Give the records again, word for word.
**** Supplied entries
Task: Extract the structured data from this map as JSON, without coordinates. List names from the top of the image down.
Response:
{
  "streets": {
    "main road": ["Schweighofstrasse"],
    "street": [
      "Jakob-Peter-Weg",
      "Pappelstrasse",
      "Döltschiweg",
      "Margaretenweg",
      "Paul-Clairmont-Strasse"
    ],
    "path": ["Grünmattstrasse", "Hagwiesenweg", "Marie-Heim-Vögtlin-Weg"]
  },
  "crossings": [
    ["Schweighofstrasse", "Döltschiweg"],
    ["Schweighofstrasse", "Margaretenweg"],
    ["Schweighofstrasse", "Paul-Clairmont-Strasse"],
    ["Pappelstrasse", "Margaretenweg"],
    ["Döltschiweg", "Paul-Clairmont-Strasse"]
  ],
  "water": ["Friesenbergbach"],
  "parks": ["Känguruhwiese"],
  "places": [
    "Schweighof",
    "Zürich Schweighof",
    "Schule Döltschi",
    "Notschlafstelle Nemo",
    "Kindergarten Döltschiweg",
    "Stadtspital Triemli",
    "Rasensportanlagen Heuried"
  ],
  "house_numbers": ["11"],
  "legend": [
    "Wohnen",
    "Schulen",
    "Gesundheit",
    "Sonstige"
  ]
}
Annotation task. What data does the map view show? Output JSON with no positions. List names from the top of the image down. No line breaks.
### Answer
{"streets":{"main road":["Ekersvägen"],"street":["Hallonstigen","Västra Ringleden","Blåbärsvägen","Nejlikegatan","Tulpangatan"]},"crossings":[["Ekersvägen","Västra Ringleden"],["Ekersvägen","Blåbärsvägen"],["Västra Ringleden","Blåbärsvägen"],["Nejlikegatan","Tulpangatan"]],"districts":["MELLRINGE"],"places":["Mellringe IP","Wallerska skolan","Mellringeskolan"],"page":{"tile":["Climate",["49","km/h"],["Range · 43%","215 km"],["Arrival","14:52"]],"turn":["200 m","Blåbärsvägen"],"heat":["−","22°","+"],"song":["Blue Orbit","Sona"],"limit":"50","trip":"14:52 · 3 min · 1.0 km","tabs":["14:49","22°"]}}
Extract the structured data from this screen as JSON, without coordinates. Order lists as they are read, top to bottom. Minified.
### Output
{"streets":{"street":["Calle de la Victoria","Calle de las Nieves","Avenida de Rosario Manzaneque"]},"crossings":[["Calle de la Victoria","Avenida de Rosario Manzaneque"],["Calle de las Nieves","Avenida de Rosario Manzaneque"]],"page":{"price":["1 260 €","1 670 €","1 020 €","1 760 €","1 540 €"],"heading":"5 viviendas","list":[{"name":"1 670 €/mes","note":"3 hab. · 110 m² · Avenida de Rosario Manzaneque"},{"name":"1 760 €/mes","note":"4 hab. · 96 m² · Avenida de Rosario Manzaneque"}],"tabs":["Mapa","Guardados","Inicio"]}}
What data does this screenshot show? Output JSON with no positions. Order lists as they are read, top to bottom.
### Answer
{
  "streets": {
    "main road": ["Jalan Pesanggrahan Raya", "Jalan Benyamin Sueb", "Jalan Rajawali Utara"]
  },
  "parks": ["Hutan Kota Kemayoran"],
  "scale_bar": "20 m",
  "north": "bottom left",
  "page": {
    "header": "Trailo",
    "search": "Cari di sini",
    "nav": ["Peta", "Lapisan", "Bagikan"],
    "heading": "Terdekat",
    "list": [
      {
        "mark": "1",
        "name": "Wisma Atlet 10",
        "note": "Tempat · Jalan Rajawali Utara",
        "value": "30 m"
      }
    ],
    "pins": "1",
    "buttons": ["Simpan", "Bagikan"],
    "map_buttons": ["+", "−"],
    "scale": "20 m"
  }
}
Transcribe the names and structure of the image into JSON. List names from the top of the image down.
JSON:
********
▸ Solution to the problem
Task: Extract the structured data from this map as JSON, without coordinates. List names from the top of the image down.
Response:
{
  "streets": {
    "main road": ["Schweighofstrasse"],
    "street": [
      "Jakob-Peter-Weg",
      "Pappelstrasse",
      "Döltschiweg",
      "Margaretenweg",
      "Paul-Clairmont-Strasse"
    ],
    "path": ["Grünmattstrasse", "Hagwiesenweg", "Marie-Heim-Vögtlin-Weg"]
  },
  "crossings": [
    ["Schweighofstrasse", "Döltschiweg"],
    ["Schweighofstrasse", "Margaretenweg"],
    ["Schweighofstrasse", "Paul-Clairmont-Strasse"],
    ["Pappelstrasse", "Margaretenweg"],
    ["Döltschiweg", "Paul-Clairmont-Strasse"]
  ],
  "water": ["Friesenbergbach"],
  "parks": ["Känguruhwiese"],
  "places": [
    "Schweighof",
    "Zürich Schweighof",
    "Schule Döltschi",
    "Notschlafstelle Nemo",
    "Kindergarten Döltschiweg",
    "Stadtspital Triemli",
    "Rasensportanlagen Heuried"
  ],
  "house_numbers": ["11"],
  "legend": [
    "Wohnen",
    "Schulen",
    "Gesundheit",
    "Sonstige"
  ]
}
Annotation task. What data does the map view show? Output JSON with no positions. List names from the top of the image down. No line breaks.
### Answer
{"streets":{"main road":["Ekersvägen"],"street":["Hallonstigen","Västra Ringleden","Blåbärsvägen","Nejlikegatan","Tulpangatan"]},"crossings":[["Ekersvägen","Västra Ringleden"],["Ekersvägen","Blåbärsvägen"],["Västra Ringleden","Blåbärsvägen"],["Nejlikegatan","Tulpangatan"]],"districts":["MELLRINGE"],"places":["Mellringe IP","Wallerska skolan","Mellringeskolan"],"page":{"tile":["Climate",["49","km/h"],["Range · 43%","215 km"],["Arrival","14:52"]],"turn":["200 m","Blåbärsvägen"],"heat":["−","22°","+"],"song":["Blue Orbit","Sona"],"limit":"50","trip":"14:52 · 3 min · 1.0 km","tabs":["14:49","22°"]}}
Extract the structured data from this screen as JSON, without coordinates. Order lists as they are read, top to bottom. Minified.
### Output
{"streets":{"street":["Calle de la Victoria","Calle de las Nieves","Avenida de Rosario Manzaneque"]},"crossings":[["Calle de la Victoria","Avenida de Rosario Manzaneque"],["Calle de las Nieves","Avenida de Rosario Manzaneque"]],"page":{"price":["1 260 €","1 670 €","1 020 €","1 760 €","1 540 €"],"heading":"5 viviendas","list":[{"name":"1 670 €/mes","note":"3 hab. · 110 m² · Avenida de Rosario Manzaneque"},{"name":"1 760 €/mes","note":"4 hab. · 96 m² · Avenida de Rosario Manzaneque"}],"tabs":["Mapa","Guardados","Inicio"]}}
What data does this screenshot show? Output JSON with no positions. Order lists as they are read, top to bottom.
### Answer
{
  "streets": {
    "main road": ["Jalan Pesanggrahan Raya", "Jalan Benyamin Sueb", "Jalan Rajawali Utara"]
  },
  "parks": ["Hutan Kota Kemayoran"],
  "scale_bar": "20 m",
  "north": "bottom left",
  "page": {
    "header": "Trailo",
    "search": "Cari di sini",
    "nav": ["Peta", "Lapisan", "Bagikan"],
    "heading": "Terdekat",
    "list": [
      {
        "mark": "1",
        "name": "Wisma Atlet 10",
        "note": "Tempat · Jalan Rajawali Utara",
        "value": "30 m"
      }
    ],
    "pins": "1",
    "buttons": ["Simpan", "Bagikan"],
    "map_buttons": ["+", "−"],
    "scale": "20 m"
  }
}
Transcribe the names and structure of the image into JSON. List names from the top of the image down.
JSON:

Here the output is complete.